Assignment: What you return should be each line of the data containing the string "rows".

-- Opening Marker --

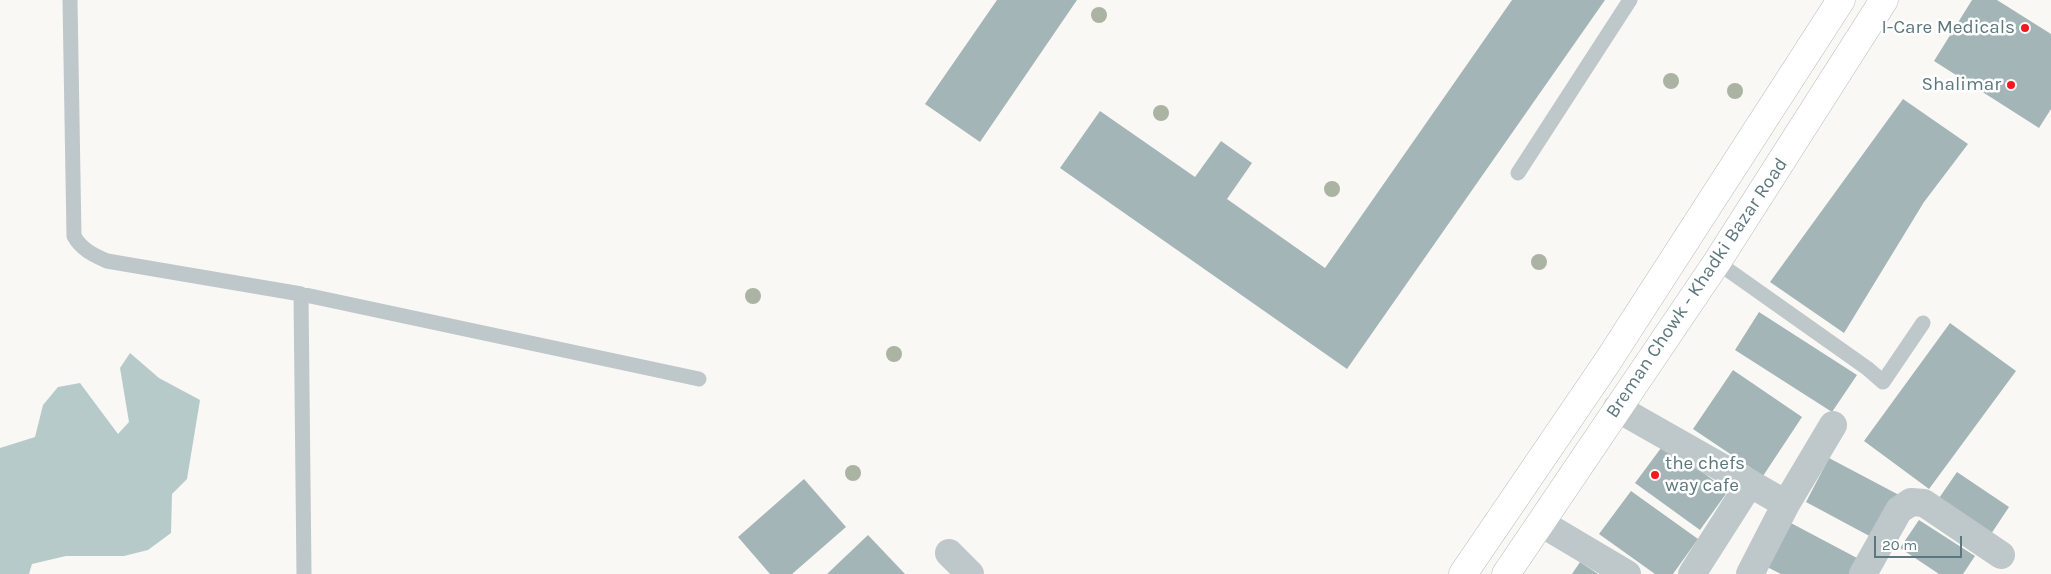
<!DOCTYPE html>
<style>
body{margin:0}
#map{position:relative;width:2051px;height:574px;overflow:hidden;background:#f9f8f5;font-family:Karla,sans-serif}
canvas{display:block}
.scale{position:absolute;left:1874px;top:536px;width:88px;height:22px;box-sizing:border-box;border:2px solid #5c787e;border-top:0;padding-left:6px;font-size:15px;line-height:18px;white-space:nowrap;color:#5c787e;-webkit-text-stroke:4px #fff;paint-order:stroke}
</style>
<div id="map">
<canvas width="2051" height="574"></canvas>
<div class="scale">20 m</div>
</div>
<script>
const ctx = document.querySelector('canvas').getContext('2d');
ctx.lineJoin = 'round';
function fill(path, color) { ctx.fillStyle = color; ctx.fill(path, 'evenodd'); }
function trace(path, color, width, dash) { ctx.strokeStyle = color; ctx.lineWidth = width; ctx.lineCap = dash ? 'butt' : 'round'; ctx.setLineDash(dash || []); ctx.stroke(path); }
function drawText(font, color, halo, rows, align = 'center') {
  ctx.font = font + ' Karla,sans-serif'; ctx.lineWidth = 5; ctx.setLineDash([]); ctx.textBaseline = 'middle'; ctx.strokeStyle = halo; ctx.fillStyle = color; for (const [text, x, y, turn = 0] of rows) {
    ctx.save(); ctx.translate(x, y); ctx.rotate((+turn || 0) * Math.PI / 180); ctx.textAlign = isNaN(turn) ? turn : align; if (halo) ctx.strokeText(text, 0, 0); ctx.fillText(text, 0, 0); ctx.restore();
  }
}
fill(new Path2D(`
 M130 353 159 378 200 400 187 479 172 494 171 533 148 550 124 556H66L32 564 29 574H0V448L35 437 43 405 58 387 80 383 118 434 129 422 120 368Z`), '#b6caca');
fill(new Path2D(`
 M997 0H1077L980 142 925 104Z
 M1512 0H1605L1347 369 1060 168 1100 111 1195 177 1221 141 1252 163 1227 199 1325 268Z
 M1972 0H1997L2051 34V109L2039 128 1934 61Z
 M1903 99 1968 144 1924 202 1844 333 1770 282Z
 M1759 312 1857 375 1832 412 1735 350Z
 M1950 323 2016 371 1929 489 1864 441Z
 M1733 370 1802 417 1763 476 1693 429Z
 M1664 444 1728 491 1700 530 1635 483Z
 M1829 458 1899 495 1875 539 1806 502Z
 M1957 472 2009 507 1989 537 1937 501Z
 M804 479 846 527 792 574H770L738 537Z
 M1631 491 1698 539 1673 574H1655L1599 534Z
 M1919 520 1975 556 1963 574H1939L1900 548Z
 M1789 522 1857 558 1849 574H1781L1765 566Z
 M868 535 905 574H827Z
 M1580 562 1598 574H1572Z`), '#a4b5b7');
const primary = new Path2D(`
 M1463 574 1606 364 1841 0
 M1506 574 1717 262 1884 0`);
trace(primary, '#b2bbbd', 29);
trace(new Path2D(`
 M70 0 74 236C81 249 93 255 107 261L301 294 699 379
 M1518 173 1630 0
 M1717 262 1867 368 1883 382 1923 323
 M301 294 304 574`), '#bec7c9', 15);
trace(new Path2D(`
 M1617 408 1786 504
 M1541 523 1627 574
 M949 553 970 574
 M1692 574 1750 483
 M1750 574 1786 504 1833 425
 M1863 574 1899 510 1911 502 1924 503 2001 555`), '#bec7c9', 28);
trace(primary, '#fff', 28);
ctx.fillStyle = '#abb3a3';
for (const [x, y] of [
 [1099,15],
 [1671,81],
 [1735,91],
 [1161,113],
 [1332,189],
 [1539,262],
 [753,296],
 [894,354],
 [853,473]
]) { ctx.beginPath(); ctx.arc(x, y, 8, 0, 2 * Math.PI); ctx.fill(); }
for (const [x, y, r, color] of [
 [2025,28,5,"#f6181d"],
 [2011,85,5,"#f6181d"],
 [1655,475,5,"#f6181d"]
]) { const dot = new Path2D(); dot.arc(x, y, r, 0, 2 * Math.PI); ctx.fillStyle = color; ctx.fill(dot); trace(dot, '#fff', 2); }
drawText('19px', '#5c787e', '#fff', [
 ["I-Care Medicals",2015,28],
 ["Shalimar",2001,85],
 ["the chefs",1665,464,"left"],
 ["way cafe",1665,486,"left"]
], 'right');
drawText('19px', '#5c787e', '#fff', [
 ["Breman Chowk - Khadki Bazar Road",1697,288,-56]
]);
</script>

-- Closing Marker --

Solution for this problem:
function drawText(font, color, halo, rows, align = 'center') {
  ctx.font = font + ' Karla,sans-serif'; ctx.lineWidth = 5; ctx.setLineDash([]); ctx.textBaseline = 'middle'; ctx.strokeStyle = halo; ctx.fillStyle = color; for (const [text, x, y, turn = 0] of rows) {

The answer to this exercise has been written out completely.